The admission by Trump’s lawyers that he “dictated” the false statement (no, it is not “accurate”) is important, because it comes after Trump’s lawyers and White House officials repeatedly denied in various forms that the president had played such a hands-on role.
In political terms, the fact that Trump’s lawyers had to concede to such an important episode — one in which the president misled the country to cover up his son’s effort to conspire with a foreign power’s corruption of our democracy on his behalf — shows what a perilous position he’s in.
Trump lawyers say he 'dictated' statement on Trump Tower meeting, contradicting past denials
In a confidential letter to special counsel Robert Mueller in January, President Donald Trump's legal team acknowledged for the first time that Trump "dictated" the first misleading statement put out about his son's controversial 2016 meeting with Russians at Trump Tower.
"You have received all of the notes, communications and testimony indicating that the President dictated a short but accurate response to the New York Times article on behalf of his son, Donald Trump, Jr.," the letter said, according to The New York Times,
which published a copy of it.
except that WASN’T “accurate.” The statement said the meeting was primarily about Russian adoptions, which is just not true. This is a big deal.
An Admission of Obstruction: Is the letter from President Trump’s lawyers a smoking gun?
buried in the letter is a bigger bombshell: an apparent admission that Trump obstructed justice.
Let me make two observations about the analysis that follows. First, I am using a standard of “probable cause,” the evidentiary threshold for indictments. Second, I’m assuming that the evidence “indicating that the President dictated” a short response is sufficient to conclude that, in fact, he probably did, and that Trump Jr.’s statement reflected the substance of his father’s dictation. With those assumptions in mind, the lawyers’ letter appears to be a confession to obstruction of justice. Some had speculated that President Trump shaped his son’s statement. Now there seems to be an admission that he dictated it.
That statement was false. The meeting was not primarily about adoption. Emails and statements have demonstrated it was primarily about “dirt” on Hillary Clinton provided by Russian sources. Rob Goldstone’s initial email informed Trump Jr. that a Russian contact “offered to provide the Trump campaign with some official documents and information that would incriminate Hillary and her dealings with Russia and would be very useful to your father.” Trump Jr. replied, “[I]f it’s what you say I love it especially later in the summer.” None of their 16 email exchanges mentions “adoptions.” The meeting was not about adoptions. This is no gray area: Trump Jr.’s statement was a lie. It’s also not clear that “there was no follow-up.” The president’s lawyers’ description of it in their letter as “accurate” is, to put it mildly, inaccurate.

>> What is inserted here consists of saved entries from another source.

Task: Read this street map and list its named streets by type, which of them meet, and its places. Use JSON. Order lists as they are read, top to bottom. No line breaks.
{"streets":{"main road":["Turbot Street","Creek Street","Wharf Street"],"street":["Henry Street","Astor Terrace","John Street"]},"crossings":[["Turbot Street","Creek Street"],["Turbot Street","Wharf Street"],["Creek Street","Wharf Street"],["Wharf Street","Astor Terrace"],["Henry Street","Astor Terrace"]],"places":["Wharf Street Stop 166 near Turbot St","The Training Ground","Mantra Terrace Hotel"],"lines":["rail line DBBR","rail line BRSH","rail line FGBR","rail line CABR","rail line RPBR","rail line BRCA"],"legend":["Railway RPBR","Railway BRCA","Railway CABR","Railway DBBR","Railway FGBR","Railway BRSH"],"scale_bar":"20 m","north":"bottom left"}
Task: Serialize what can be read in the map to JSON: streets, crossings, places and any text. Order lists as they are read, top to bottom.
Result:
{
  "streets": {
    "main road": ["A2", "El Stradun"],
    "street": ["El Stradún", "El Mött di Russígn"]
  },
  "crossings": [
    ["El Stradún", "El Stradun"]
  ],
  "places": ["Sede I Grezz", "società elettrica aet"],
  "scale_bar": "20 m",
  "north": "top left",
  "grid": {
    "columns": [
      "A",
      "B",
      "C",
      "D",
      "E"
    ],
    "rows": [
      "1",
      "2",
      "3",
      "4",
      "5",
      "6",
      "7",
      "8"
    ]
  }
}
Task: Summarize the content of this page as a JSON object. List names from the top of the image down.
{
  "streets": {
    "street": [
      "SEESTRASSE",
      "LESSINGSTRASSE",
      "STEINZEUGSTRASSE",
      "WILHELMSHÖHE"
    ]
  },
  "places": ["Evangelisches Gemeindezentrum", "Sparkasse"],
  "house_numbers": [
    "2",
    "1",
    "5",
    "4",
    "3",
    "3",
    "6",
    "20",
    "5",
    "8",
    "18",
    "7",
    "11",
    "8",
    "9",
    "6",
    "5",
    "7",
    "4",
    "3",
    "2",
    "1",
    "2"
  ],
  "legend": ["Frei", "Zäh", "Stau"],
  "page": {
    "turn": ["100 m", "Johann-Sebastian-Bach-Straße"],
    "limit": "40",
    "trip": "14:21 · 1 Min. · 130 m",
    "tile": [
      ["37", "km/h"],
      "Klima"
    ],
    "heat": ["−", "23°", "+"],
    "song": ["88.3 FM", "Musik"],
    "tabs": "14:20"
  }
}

In the midst of the discussion about this statement, Hope Hicks reportedlytold President Trump on a conference call that the Trump Jr. emails “will never get out …” This letter wasn’t simply a media statement. It was their political and legal strategy. The Mueller investigation was up and running. This statement boxed Trump Jr. into a false and misleading account as he approached inevitable congressional and FBI questioning. Trump Jr. would have to face a significant cost to his credibility in public and in court if he had to contradict this statement. Trump spokesman Mark Corallo, who participated in these calls, was reportedly so concerned that these events constituted obstruction that he resigned and later spoke to Mueller’s prosecutors.
So, this is seems like a clear admission of obstruction of justice. No wonder they moved right into the sad (and seemingly untrue) assertion that a president can’t obstruct justice.
Indeed, the claims by Trump’s attorneys that he can obstruct justice as president and has complete control over every investigation are BS and have been called out as such by many smart people.
This understanding of presidential power is radical and absolutist. It is also unsound and almost certain to be sharply rejected should it ever be proffered in court.
No tenable account of executive power holds that a president’s purposes in exercising powers accorded under Article II, “to take Care that the Laws be faithfully executed,” have no import. If it were otherwise — if the president had the authority to use his constitutional powers for any reason — it would follow that he could accept a bribe for doing an official act, or, more saliently, extend a pardon to keep a witness from testifying. This would very clearly violate the maxim that the president is not above the law.
If this sounds like legal theorizing, just consider the fact that Mr. Trump’s position is soundly contradicted by the Richard Nixon case. Under Mr. Trump’s view, Nixon would not have been guilty of obstruction for ordering the F.B.I. to stand down on the investigation of the Watergate burglars or paying off the defendants to keep them quiet.
Subsequent investigations into alleged abuses of presidential power — Iran-contra as well as Whitewater — took it as accepted law that the president is capable of obstructing justice.
The second pillar of the letter submitted by Mr. Trump’s lawyers to Mr. Mueller is that he is too busy running the country to sit for an interview. Relatedly, they argue, forcing him to testify “demeans the office of the president before the world.”
Here Mr. Trump’s position run completely afoul of another presidential precedent: that of Bill Clinton.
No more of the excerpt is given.